Se me apachurró el corazón… Me largué con todo y mis cobijas. Luego pensé: No quiere caridad ni mugrero. Y me alegré: sabe lo que quiere. Al final, entregué la bolsa a otro señor instalado afuera del Hospital Civil… e hice que otro lo peleara porque también quería cobijas. Los dejé que se arreglaran y me fui.
El Ente dijo que seguro vendió el catre para conseguir drogas.
—Estás loco —le dije—. No creo que se drogue.
Pero otras veces que he pasado, lo he visto como en un brote psicótico… no sé si de salud mental, de drogas o de escape de la cruda realidad.
Tengo miedo de pasar y que un día Vicente ya no esté ahí. De que me acabe de volver loca y de que me olvide de lo importante.

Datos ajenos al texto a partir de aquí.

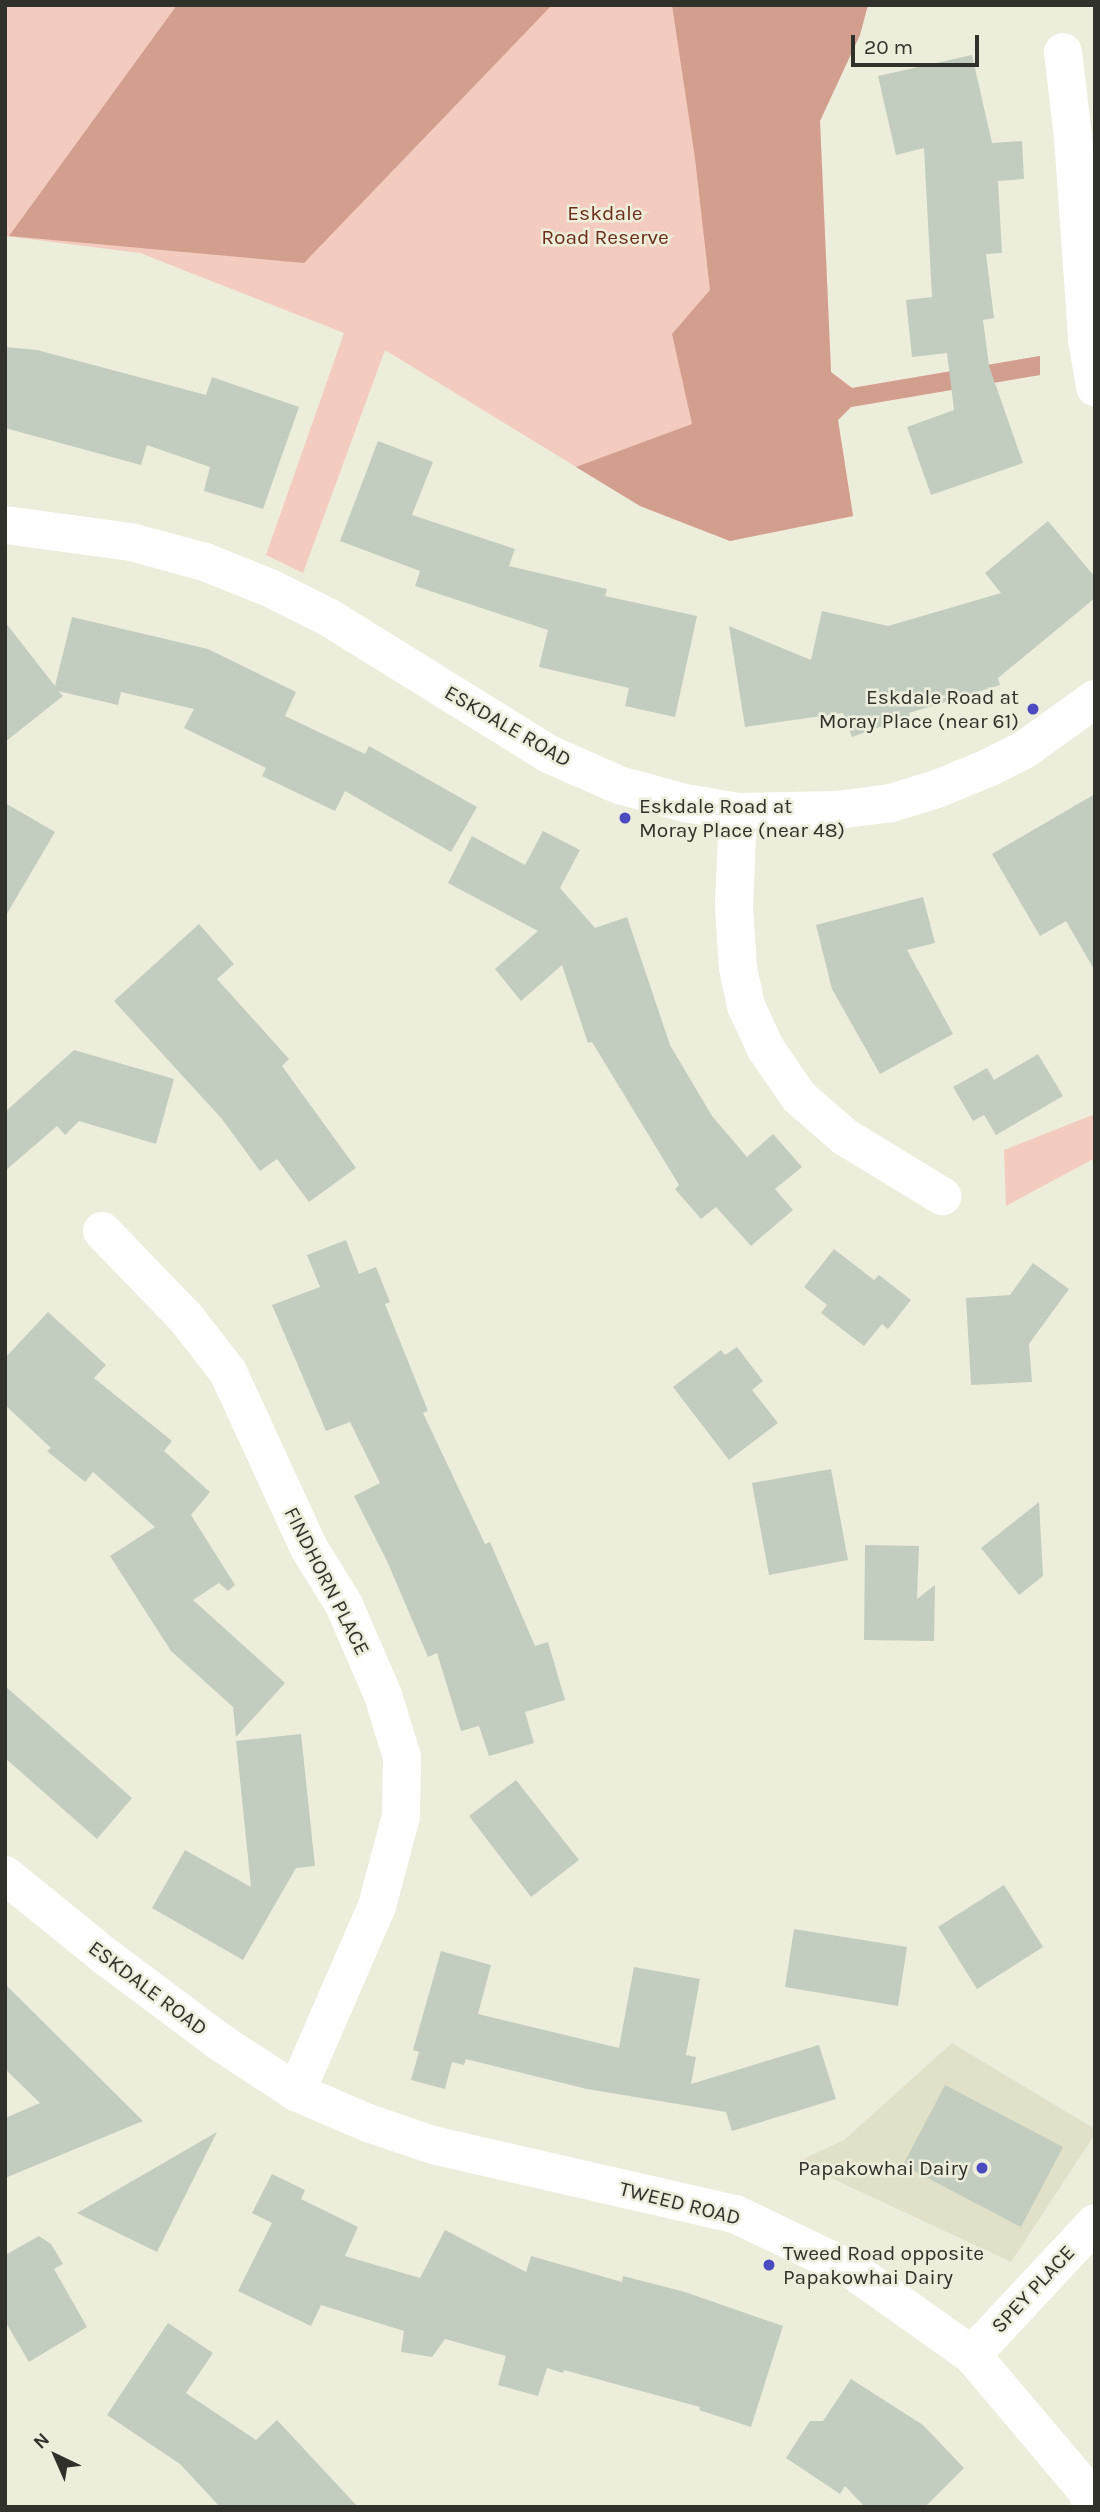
<!DOCTYPE html>
<html>
<head>
<meta charset="utf-8">
<style>
  body { margin:0 }
  #map { position:relative; width:1100px; height:2512px; overflow:hidden; background:#ededdb; font-family:Karla,sans-serif }
  div>[style] { position:absolute }
  .built>* { inset:0; background:#e1e1c9 }
  .green>* { inset:0; background:#f4cbbf }
  .forest>* { inset:0; background:#d29f8f }
  .building>* { inset:0; background:#c2cdc0 }
  .street>* { height:38px; margin:-19px; padding:0 19px; transform-origin:19px; border-radius:19px; background:#fff }
  .secondary>* { height:38px; margin:-19px; padding:0 19px; transform-origin:19px; border-radius:19px; background:#fff }
  .dots>* { width:19px; height:19px; translate:-50% -50%; box-sizing:border-box; border:4px solid #ededdb; border-radius:50% }
  span { translate:-50% -50%; white-space:nowrap; text-align:center; line-height:1.15; -webkit-text-stroke:5px #ededdb; paint-order:stroke }
  .park-label { font-size:21px; color:#6c2d19 }
  .poi-label { font-size:21px; color:#31312b }
  .right { translate:-100% -50%; text-align:right }
  .left { translate:0 -50%; text-align:left }
  .street-label { font-size:21px; color:#31312b }
  .frame { position:absolute; inset:0; border:7px solid #31312b; pointer-events:none }
  .north { position:absolute; left:21px; top:2421px; width:70px; height:70px; -webkit-text-stroke:5px #ededdb; paint-order:stroke; rotate:316deg; font-size:19px; font-weight:700; line-height:28px; text-align:center; color:#31312b }
  .north::after { content:''; display:block; margin:auto; width:24px; height:32px; background:#31312b; clip-path:polygon(50% 0,100% 100%,50% 72%,0 100%) }
  .scale { position:absolute; left:851px; top:35px; width:128px; height:32px; box-sizing:border-box; border:4px solid #31312b; border-top:0; padding-left:9px; font-size:21px; line-height:24px; white-space:nowrap; color:#31312b; -webkit-text-stroke:5px #ededdb; paint-order:stroke }
</style>
</head>
<body>
<div id="map">
  <div class="built">
    <i style="clip-path:polygon(952px 2043px,1095px 2129px,1095px 2134px,1011px 2262px,797px 2162px,844px 2140px)"></i>
  </div>
  <div class="green">
    <i style="clip-path:polygon(5px 5px,760px 5px,820px 121px,831px 372px,852px 388px,1040px 356px,1040px 375px,851px 407px,838px 420px,853px 516px,730px 541px,640px 506px,385px 350px,303px 573px,266px 555px,344px 333px,140px 253px,5px 236px)"></i>
    <i style="clip-path:polygon(1095px 1114px,1095px 1158px,1006px 1206px,1004px 1150px)"></i>
  </div>
  <div class="forest">
    <i style="clip-path:polygon(177px 5px,552px 5px,304px 263px,9px 236px)"></i>
    <i style="clip-path:polygon(672px 5px,868px 5px,860px 35px,820px 121px,831px 372px,852px 388px,1040px 356px,1040px 375px,851px 407px,838px 420px,853px 516px,730px 541px,640px 506px,576px 467px,692px 424px,672px 334px,710px 290px,695px 158px)"></i>
  </div>
  <div class="building">
    <i style="clip-path:polygon(972px 55px,992px 143px,1022px 141px,1024px 179px,998px 181px,1002px 253px,986px 254px,994px 318px,983px 320px,989px 366px,1023px 463px,931px 495px,907px 427px,954px 410px,947px 353px,912px 357px,906px 300px,932px 297px,924px 148px,896px 155px,878px 76px)"></i>
    <i style="clip-path:polygon(5px 347px,37px 350px,206px 395px,212px 377px,299px 407px,263px 509px,204px 491px,210px 467px,147px 445px,141px 465px,5px 428px)"></i>
    <i style="clip-path:polygon(378px 441px,433px 462px,412px 515px,515px 549px,509px 566px,607px 589px,605px 596px,697px 616px,675px 717px,625px 706px,629px 688px,539px 667px,548px 630px,415px 586px,420px 571px,340px 541px)"></i>
    <i style="clip-path:polygon(1048px 521px,1095px 577px,1095px 598px,998px 678px,1000px 685px,909px 713px,910px 716px,852px 737px,843px 713px,745px 727px,729px 626px,811px 660px,822px 611px,888px 626px,1001px 593px,985px 573px)"></i>
    <i style="clip-path:polygon(72px 617px,208px 649px,296px 692px,285px 716px,365px 754px,369px 746px,477px 807px,451px 852px,345px 791px,335px 811px,262px 776px,266px 768px,184px 728px,194px 709px,121px 692px,118px 705px,58px 691px,63px 696px,5px 742px,5px 622px,55px 686px)"></i>
    <i style="clip-path:polygon(1095px 794px,1095px 971px,1066px 921px,1040px 936px,992px 854px)"></i>
    <i style="clip-path:polygon(5px 803px,55px 832px,5px 917px)"></i>
    <i style="clip-path:polygon(543px 831px,580px 850px,560px 888px,595px 928px,627px 917px,670px 1045px,712px 1116px,747px 1157px,773px 1134px,802px 1167px,775px 1189px,793px 1210px,751px 1246px,716px 1207px,701px 1219px,675px 1189px,679px 1185px,592px 1042px,588px 1043px,562px 965px,521px 1001px,495px 969px,538px 931px,448px 883px,472px 836px,525px 865px)"></i>
    <i style="clip-path:polygon(923px 897px,935px 943px,907px 950px,953px 1034px,880px 1074px,832px 989px,816px 925px)"></i>
    <i style="clip-path:polygon(199px 924px,234px 964px,217px 979px,289px 1059px,282px 1066px,356px 1168px,309px 1202px,277px 1159px,260px 1171px,222px 1119px,114px 1001px)"></i>
    <i style="clip-path:polygon(74px 1050px,174px 1079px,156px 1144px,79px 1121px,65px 1135px,57px 1126px,5px 1171px,5px 1112px)"></i>
    <i style="clip-path:polygon(1038px 1054px,1063px 1096px,996px 1135px,984px 1115px,973px 1121px,953px 1087px,987px 1068px,994px 1080px)"></i>
    <i style="clip-path:polygon(346px 1240px,359px 1274px,376px 1267px,390px 1302px,385px 1304px,428px 1411px,423px 1413px,485px 1544px,490px 1542px,535px 1646px,548px 1642px,565px 1700px,525px 1712px,534px 1743px,489px 1756px,479px 1726px,461px 1731px,437px 1653px,428px 1657px,387px 1561px,354px 1496px,380px 1483px,350px 1422px,326px 1431px,272px 1305px,320px 1287px,307px 1255px)"></i>
    <i style="clip-path:polygon(834px 1249px,874px 1280px,879px 1275px,911px 1300px,888px 1329px,882px 1324px,864px 1346px,821px 1313px,827px 1305px,804px 1287px)"></i>
    <i style="clip-path:polygon(1033px 1263px,1069px 1289px,1029px 1344px,1032px 1382px,971px 1385px,966px 1298px,1010px 1295px)"></i>
    <i style="clip-path:polygon(48px 1312px,106px 1365px,94px 1378px,172px 1441px,164px 1451px,210px 1492px,191px 1515px,235px 1585px,228px 1591px,219px 1583px,193px 1600px,285px 1683px,236px 1737px,233px 1707px,171px 1651px,110px 1556px,155px 1527px,93px 1472px,85px 1482px,47px 1451px,51px 1448px,5px 1405px,5px 1358px)"></i>
    <i style="clip-path:polygon(737px 1347px,763px 1381px,752px 1390px,778px 1423px,729px 1460px,673px 1387px,721px 1350px,725px 1355px)"></i>
    <i style="clip-path:polygon(831px 1469px,848px 1560px,769px 1575px,752px 1483px)"></i>
    <i style="clip-path:polygon(1039px 1502px,1043px 1576px,1019px 1595px,981px 1548px)"></i>
    <i style="clip-path:polygon(865px 1545px,919px 1546px,917px 1599px,935px 1585px,934px 1641px,864px 1640px)"></i>
    <i style="clip-path:polygon(5px 1686px,132px 1798px,97px 1839px,5px 1758px)"></i>
    <i style="clip-path:polygon(301px 1734px,315px 1866px,296px 1868px,243px 1960px,152px 1908px,185px 1850px,251px 1887px,236px 1741px)"></i>
    <i style="clip-path:polygon(516px 1780px,579px 1860px,531px 1897px,469px 1816px)"></i>
    <i style="clip-path:polygon(1004px 1885px,1043px 1947px,977px 1989px,938px 1927px)"></i>
    <i style="clip-path:polygon(794px 1929px,907px 1947px,898px 2006px,785px 1987px)"></i>
    <i style="clip-path:polygon(441px 1951px,491px 1965px,478px 2014px,619px 2048px,634px 1967px,700px 1979px,686px 2055px,696px 2057px,691px 2084px,819px 2045px,836px 2099px,732px 2131px,726px 2112px,587px 2089px,466px 2059px,464px 2065px,452px 2062px,445px 2089px,411px 2080px,419px 2052px,413px 2050px)"></i>
    <i style="clip-path:polygon(5px 1984px,143px 2121px,5px 2178px,5px 2118px,40px 2103px,5px 2069px)"></i>
    <i style="clip-path:polygon(945px 2085px,1063px 2147px,1021px 2227px,903px 2165px)"></i>
    <i style="clip-path:polygon(217px 2132px,157px 2252px,77px 2213px)"></i>
    <i style="clip-path:polygon(272px 2174px,305px 2190px,301px 2199px,358px 2227px,345px 2256px,420px 2278px,445px 2230px,526px 2272px,531px 2256px,622px 2282px,623px 2276px,685px 2292px,783px 2326px,751px 2427px,699px 2410px,700px 2407px,564px 2370px,563px 2373px,547px 2368px,538px 2396px,498px 2385px,506px 2356px,445px 2339px,432px 2357px,401px 2352px,404px 2331px,321px 2305px,311px 2326px,238px 2291px,272px 2223px,252px 2213px)"></i>
    <i style="clip-path:polygon(39px 2236px,51px 2244px,63px 2264px,54px 2269px,87px 2327px,29px 2362px,5px 2321px,5px 2255px)"></i>
    <i style="clip-path:polygon(168px 2323px,213px 2353px,186px 2393px,256px 2440px,277px 2420px,358px 2507px,220px 2507px,180px 2464px,107px 2415px)"></i>
    <i style="clip-path:polygon(851px 2379px,923px 2425px,964px 2468px,925px 2507px,865px 2507px,845px 2486px,840px 2494px,786px 2458px,810px 2421px,823px 2421px)"></i>
  </div>
  <div class="street">
    <i style="left:1063px;top:52px;width:86px;rotate:83.3deg"></i>
    <i style="left:1073px;top:137px;width:202px;rotate:86deg"></i>
    <i style="left:1087px;top:339px;width:49px;rotate:80.5deg"></i>
    <i style="left:738px;top:812px;width:95px;rotate:92.4deg"></i>
    <i style="left:734px;top:907px;width:61px;rotate:86.2deg"></i>
    <i style="left:738px;top:968px;width:39px;rotate:78deg"></i>
    <i style="left:746px;top:1006px;width:47px;rotate:65.1deg"></i>
    <i style="left:766px;top:1049px;width:58px;rotate:55.5deg"></i>
    <i style="left:799px;top:1097px;width:61px;rotate:41deg"></i>
    <i style="left:845px;top:1137px;width:114px;rotate:31.3deg"></i>
    <i style="left:102px;top:1231px;width:121px;rotate:46deg"></i>
    <i style="left:186px;top:1318px;width:68px;rotate:52.1deg"></i>
    <i style="left:228px;top:1372px;width:194px;rotate:65.3deg"></i>
    <i style="left:309px;top:1548px;width:67px;rotate:58.4deg"></i>
    <i style="left:344px;top:1605px;width:98px;rotate:66.6deg"></i>
    <i style="left:383px;top:1695px;width:65px;rotate:73deg"></i>
    <i style="left:402px;top:1757px;width:59px;rotate:91deg"></i>
    <i style="left:401px;top:1816px;width:93px;rotate:104.9deg"></i>
    <i style="left:377px;top:1906px;width:203px;rotate:113.5deg"></i>
    <i style="left:972px;top:2355px;width:180px;rotate:-47deg"></i>
  </div>
  <div class="secondary">
    <i style="left:5px;top:525px;width:127px;rotate:7.7deg"></i>
    <i style="left:131px;top:542px;width:77px;rotate:15.1deg"></i>
    <i style="left:205px;top:562px;width:72px;rotate:21.9deg"></i>
    <i style="left:272px;top:589px;width:63px;rotate:26.6deg"></i>
    <i style="left:328px;top:617px;width:262px;rotate:31.8deg"></i>
    <i style="left:551px;top:755px;width:74px;rotate:23.8deg"></i>
    <i style="left:619px;top:785px;width:68px;rotate:15.3deg"></i>
    <i style="left:685px;top:803px;width:54px;rotate:9.6deg"></i>
    <i style="left:738px;top:812px;width:99px;rotate:-1.2deg"></i>
    <i style="left:837px;top:810px;width:54px;rotate:-7.4deg"></i>
    <i style="left:891px;top:803px;width:48px;rotate:-16.9deg"></i>
    <i style="left:937px;top:789px;width:55px;rotate:-22.4deg"></i>
    <i style="left:988px;top:768px;width:40px;rotate:-26.6deg"></i>
    <i style="left:1024px;top:750px;width:87px;rotate:-35.7deg"></i>
    <i style="left:5px;top:1875px;width:129px;rotate:39deg"></i>
    <i style="left:105px;top:1956px;width:144px;rotate:36.8deg"></i>
    <i style="left:220px;top:2042px;width:91px;rotate:33.3deg"></i>
    <i style="left:296px;top:2092px;width:78px;rotate:23.3deg"></i>
    <i style="left:368px;top:2123px;width:69px;rotate:18.7deg"></i>
    <i style="left:433px;top:2145px;width:310px;rotate:12.9deg"></i>
    <i style="left:735px;top:2214px;width:130px;rotate:25.6deg"></i>
    <i style="left:852px;top:2270px;width:147px;rotate:35.3deg"></i>
    <i style="left:972px;top:2355px;width:178px;rotate:49.8deg"></i>
    <i style="left:1087px;top:2491px;width:17px;rotate:73deg"></i>
  </div>
  <div class="dots">
    <i style="left:1033px;top:709px;background:#4b4ac0"></i>
    <i style="left:625px;top:818px;background:#4b4ac0"></i>
    <i style="left:982px;top:2168px;background:#4b4ac0"></i>
    <i style="left:769px;top:2265px;background:#4b4ac0"></i>
  </div>
  <div class="park-label">
    <span style="left:605px;top:225px">Eskdale<br>Road Reserve</span>
  </div>
  <div class="poi-label">
    <span class="right" style="left:1019px;top:709px">Eskdale Road at<br>Moray Place (near 61)</span>
    <span class="left" style="left:639px;top:818px">Eskdale Road at<br>Moray Place (near 48)</span>
    <span class="right" style="left:968px;top:2168px">Papakowhai Dairy</span>
    <span class="left" style="left:783px;top:2265px">Tweed Road opposite<br>Papakowhai Dairy</span>
  </div>
  <div class="street-label">
    <span style="left:508px;top:726px;rotate:30deg">ESKDALE ROAD</span>
    <span style="left:327px;top:1581px;rotate:63deg">FINDHORN PLACE</span>
    <span style="left:148px;top:1988px;rotate:37deg">ESKDALE ROAD</span>
    <span style="left:680px;top:2203px;rotate:14deg">TWEED ROAD</span>
    <span style="left:1033px;top:2289px;rotate:-47deg">SPEY PLACE</span>
  </div>
  <div class="frame"></div>
  <div class="north">N</div>
  <div class="scale">20 m</div>
</div>
</body>
</html>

Vicente sigue ahí. Aguantando las inclemencias del tiempo y de la puta vida. Pensar en él me hace poner los pies en el suelo. Me restriega en la cara lo afortunada que soy y que seguir llorando por lo que no fue es fútil, tan vacío como superficial. No vale la pena. Lo sé. Todavía no quiero curarme… pero está pasando. Qué puto horror.